Moderated by Alan Young, this panel features Lina Holguin, Francois Meloche, and Ian Thomson.
Click here for Francois' full powerpoint presentation.
Lina Holguin:
Lina Holguin is the policy director of Oxfam-Quebec. She leads Oxfam’s policy work on Extractive Industry in Canada. She has worked for 18 years in the field of international development and humanitarian aid. She joined Oxfam in 2000.
Before being part of the Oxfam family Ms. Holguin conducted research on the impact of media in peace-building for both Panos (London,UK) and the International Centre for Humanitarian Reporting (Geneva) and she offered training on the role of media and peacekeeping at the Lester B. Pearson Canadian International Peacekeeping Training Center. She has also been journalist for radio, television and print media. She worked for Radio Canada International (Montreal), the BBC World Service (London, UK) and for the main Colombian national television news network.

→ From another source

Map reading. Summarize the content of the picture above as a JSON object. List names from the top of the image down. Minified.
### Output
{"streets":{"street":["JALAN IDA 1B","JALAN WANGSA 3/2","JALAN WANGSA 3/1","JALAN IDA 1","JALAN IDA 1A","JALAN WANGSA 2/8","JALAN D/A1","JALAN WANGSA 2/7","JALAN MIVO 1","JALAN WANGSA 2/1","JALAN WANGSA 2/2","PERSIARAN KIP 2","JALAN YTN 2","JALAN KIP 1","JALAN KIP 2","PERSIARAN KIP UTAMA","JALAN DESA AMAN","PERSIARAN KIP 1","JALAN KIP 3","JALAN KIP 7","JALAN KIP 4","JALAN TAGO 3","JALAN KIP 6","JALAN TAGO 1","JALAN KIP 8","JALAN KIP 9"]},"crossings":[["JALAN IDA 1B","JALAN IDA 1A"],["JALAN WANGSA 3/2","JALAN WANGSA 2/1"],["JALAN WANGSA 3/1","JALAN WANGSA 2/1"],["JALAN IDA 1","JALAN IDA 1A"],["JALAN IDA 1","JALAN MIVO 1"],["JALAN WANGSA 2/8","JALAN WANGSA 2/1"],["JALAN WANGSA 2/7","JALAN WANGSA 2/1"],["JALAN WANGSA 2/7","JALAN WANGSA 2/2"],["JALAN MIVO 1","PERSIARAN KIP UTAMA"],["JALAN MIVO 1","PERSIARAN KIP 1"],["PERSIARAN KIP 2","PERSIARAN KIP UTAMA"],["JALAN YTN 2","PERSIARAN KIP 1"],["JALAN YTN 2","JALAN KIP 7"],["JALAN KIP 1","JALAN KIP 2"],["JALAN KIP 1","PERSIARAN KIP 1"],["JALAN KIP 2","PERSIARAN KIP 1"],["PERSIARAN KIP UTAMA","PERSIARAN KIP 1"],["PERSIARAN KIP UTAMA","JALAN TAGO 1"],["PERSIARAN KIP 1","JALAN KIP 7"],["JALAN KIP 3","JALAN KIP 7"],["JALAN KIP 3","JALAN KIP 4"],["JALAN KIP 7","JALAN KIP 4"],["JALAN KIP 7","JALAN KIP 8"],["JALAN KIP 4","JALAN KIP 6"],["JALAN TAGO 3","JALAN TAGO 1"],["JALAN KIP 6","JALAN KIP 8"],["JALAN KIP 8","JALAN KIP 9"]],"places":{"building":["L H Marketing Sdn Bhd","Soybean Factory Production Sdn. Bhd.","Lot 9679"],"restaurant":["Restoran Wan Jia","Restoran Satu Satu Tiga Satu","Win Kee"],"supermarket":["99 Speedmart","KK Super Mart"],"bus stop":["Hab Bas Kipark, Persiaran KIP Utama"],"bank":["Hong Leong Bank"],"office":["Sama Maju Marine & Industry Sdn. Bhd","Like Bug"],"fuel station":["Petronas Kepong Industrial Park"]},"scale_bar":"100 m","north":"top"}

She has a Master of Arts in Peace and Conflict Studies from the European Peace University, Austria and a Degree in Journalism and Social Communication from the University of La Sabana, Colombia.
François Meloche:
François Meloche is Extra Financial Risk Manager for Bâtirente, a pension fund system servicing members of the CSN labour organization, in Quebec, Canada. Mr. Meloche has over a decade of experience in the responsible investment community having worked for Jantzi-Sustainalytics, the Interfaith Center on Corporate Responsibility (ICCR) and Groupe investissement responsable inc. He is also co-founder of Equiterre, an organization advocating responsible consumption.
Ian Thomson:
Ian is the Resources and Rights Partnerships Coordinator at KAIROS: Canadian Ecumenical Justice Initiatives. KAIROS brings together 11 national churches and other religious institutions in Canada, and 22 global partners in Latin America, Africa and Asia-Pacific, working together for social and ecological justice. Since 2005, Ian has coordinated KAIROS’ work on corporate accountability and ecological justice. He also chairs the Canadian Network on Corporate Accountability (CNCA), a civil society network advocating for law reform in Canada to hold extractive sector companies accountable when they are complicit in human rights or environmental abuses abroad. Ian holds engineering degrees from the University of Toronto and Queen’s University.
Moderated by Alan Young:
Since 1990 Alan has worked as a facilitator, planner, analyst and activist with a wide range of conservation groups, Aboriginal organizations, companies and governments across Canada. His focus has been on sustainability strategies for the extractive sector, which have involved projects throughout North America, Latin America and Europe.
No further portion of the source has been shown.